CHAPTER 2 THE APPLICATION OF NEPA TO THE PUBLIC LAND MANAGEMENT AGENCIES: LEGAL & PRACTICAL CONSIDERATIONS1

JurisdictionUnited States
Public Land Law II
(Nov 1997)

CHAPTER 2
THE APPLICATION OF NEPA TO THE PUBLIC LAND MANAGEMENT AGENCIES: LEGAL & PRACTICAL CONSIDERATIONS1

R. Timothy McCrum
Crowell & Moring LLP
Washington, D.C.

I. OVERVIEW.

Hardrock mining has always been a risky business. Traditionally, the chief element of risk was involved with the exploration for, and discovery of, an economic mineral resource.
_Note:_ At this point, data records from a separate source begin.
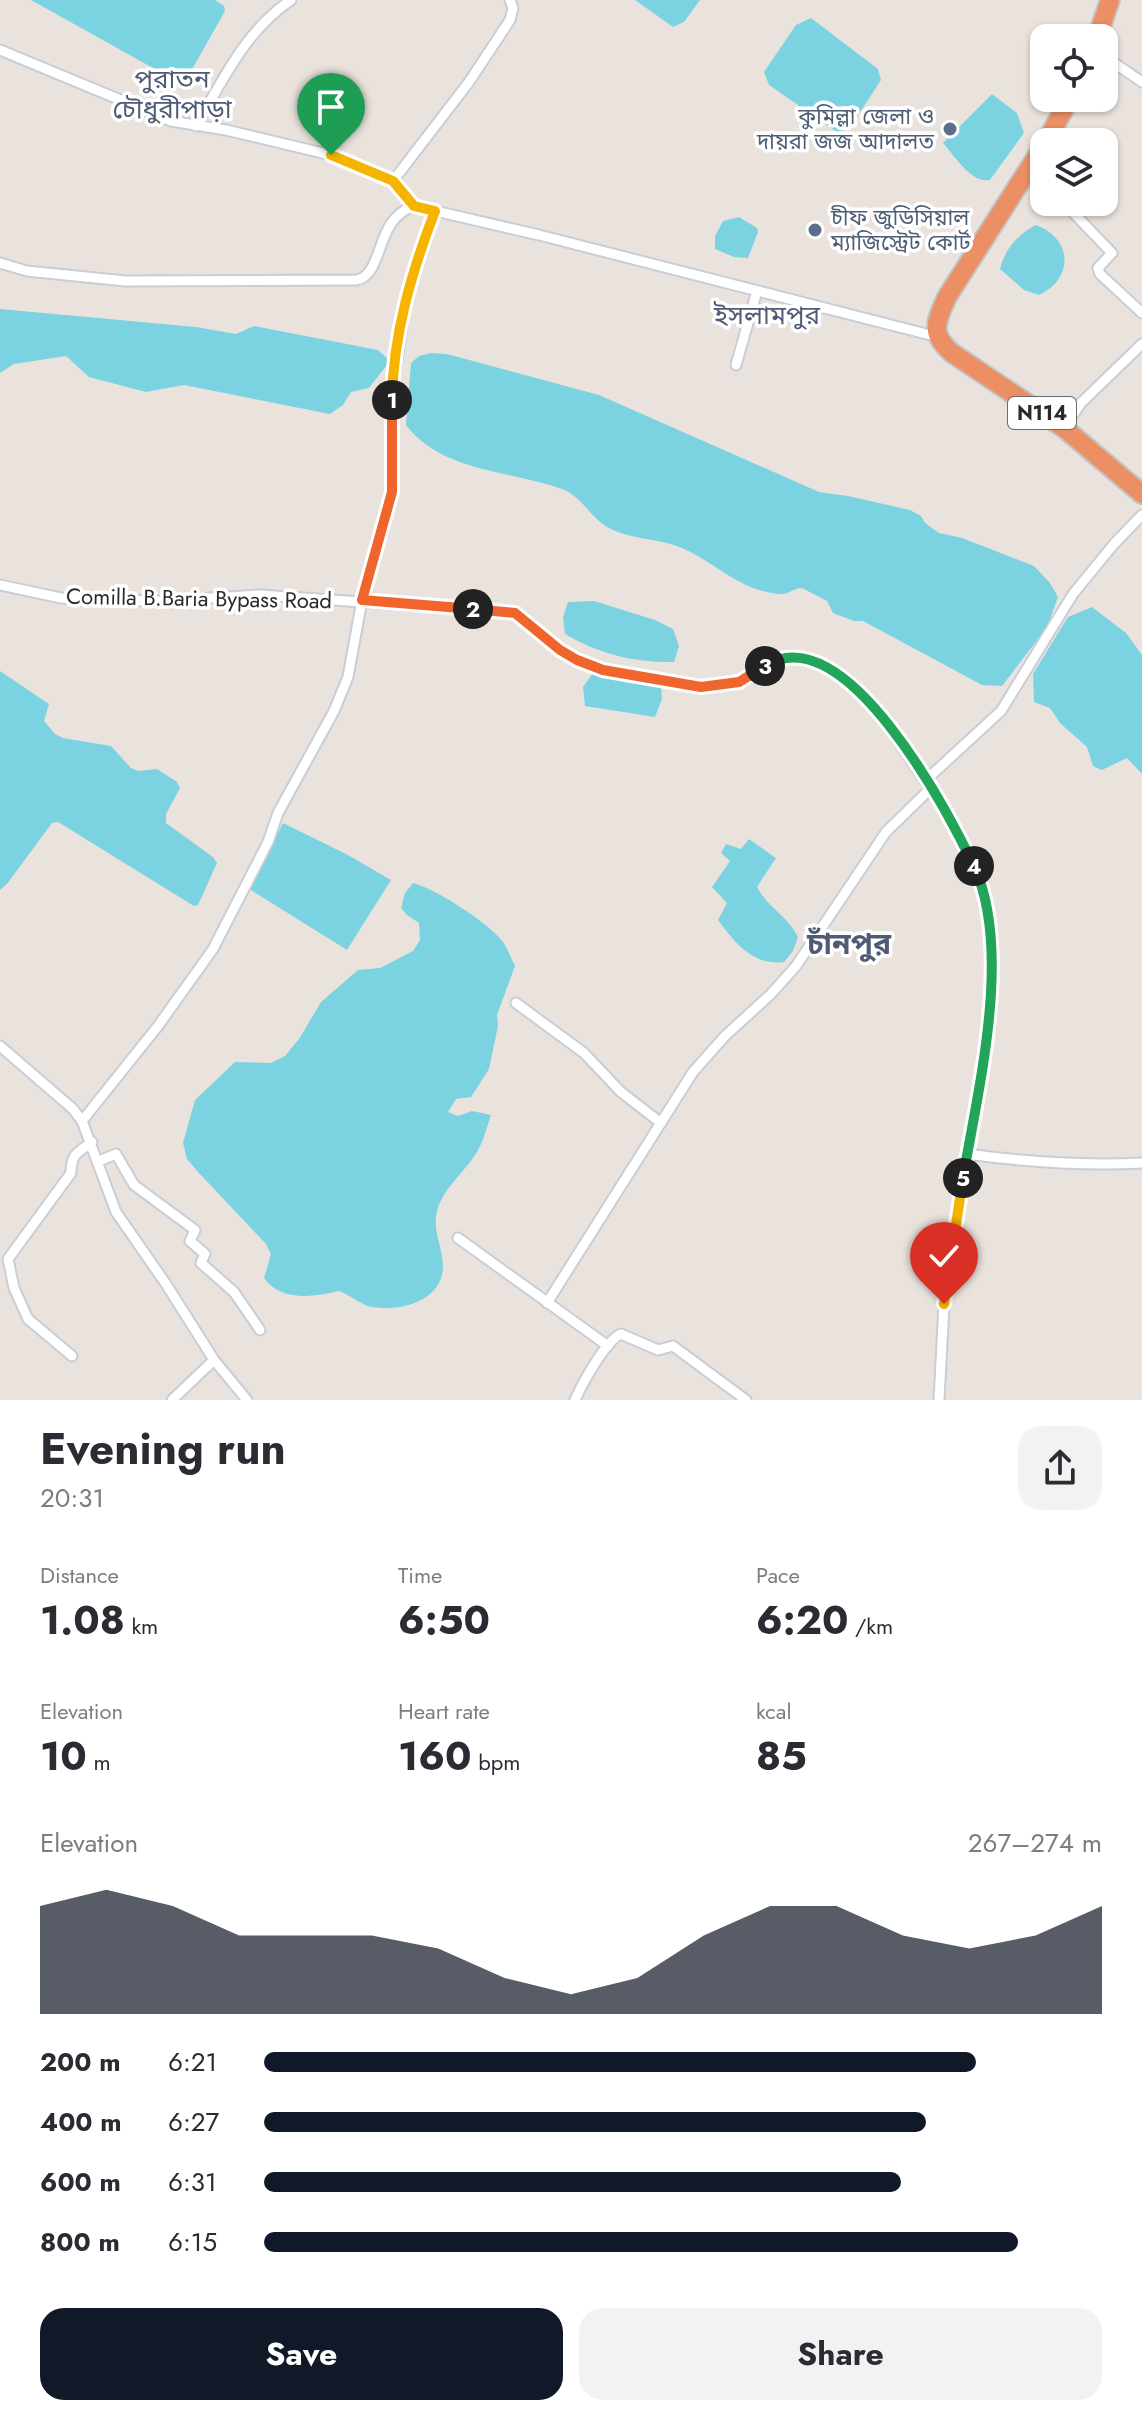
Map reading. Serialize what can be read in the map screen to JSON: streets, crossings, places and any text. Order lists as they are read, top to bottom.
{
  "streets": {
    "highway": ["N114"],
    "street": ["Comilla B.Baria Bypass Road"]
  },
  "districts": ["পুরাতন চৌধুরীপাড়া", "ইসলামপুর", "চাঁনপুর"],
  "places": ["কুমিল্লা জেলা ও দায়রা জজ আদালত", "চীফ জুডিসিয়াল ম্যাজিস্ট্রেট কোর্ট"],
  "page": {
    "pins": [
      "1",
      "2",
      "3",
      "4",
      "5"
    ],
    "heading": ["Evening run", "20:31"],
    "stats": [
      ["Distance", "1.08 km"],
      ["Time", "6:50"],
      ["Pace", "6:20 /km"],
      ["Elevation", "10 m"],
      ["Heart rate", "160 bpm"],
      ["kcal", "85"]
    ],
    "chart": ["Elevation", "267–274 m"],
    "list": [
      {
        "name": "200 m",
        "note": "6:21"
      },
      {
        "name": "400 m",
        "note": "6:27"
      },
      {
        "name": "600 m",
        "note": "6:31"
      },
      {
        "name": "800 m",
        "note": "6:15"
      }
    ],
    "buttons": ["Save", "Share"]
  }
}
That element of risk, of course, remains today, but it is equaled and perhaps overshadowed by the significant environmental regulatory and permitting impediments which now affect mineral development.

The recent report by the Evans Group, which was commissioned by the Gold Institute,2 found that the permitting process time for new gold mines in the U.S. has been averaging in the range of 4 to 5 years. Sometimes the time-frame is less, but it can be more. The Evans Group projected that the U.S. gold industry could face a significant decline in annual investments in the next decade unless regulatory impediments to opening new mines are lessened.

The requirement of Section 102(2)(C) of the National Environmental Policy Act ("NEPA"), 42 U.S.C. § 4332(2)(C), for federal agencies to prepare an Environmental Impact Statement ("EIS") for all "major Federal actions significantly affecting the quality of the environment" remains a dominant concern in mine permitting projects today, especially where federal public lands are involved. There are at least three reasons why NEPA's procedural requirements continue to be important.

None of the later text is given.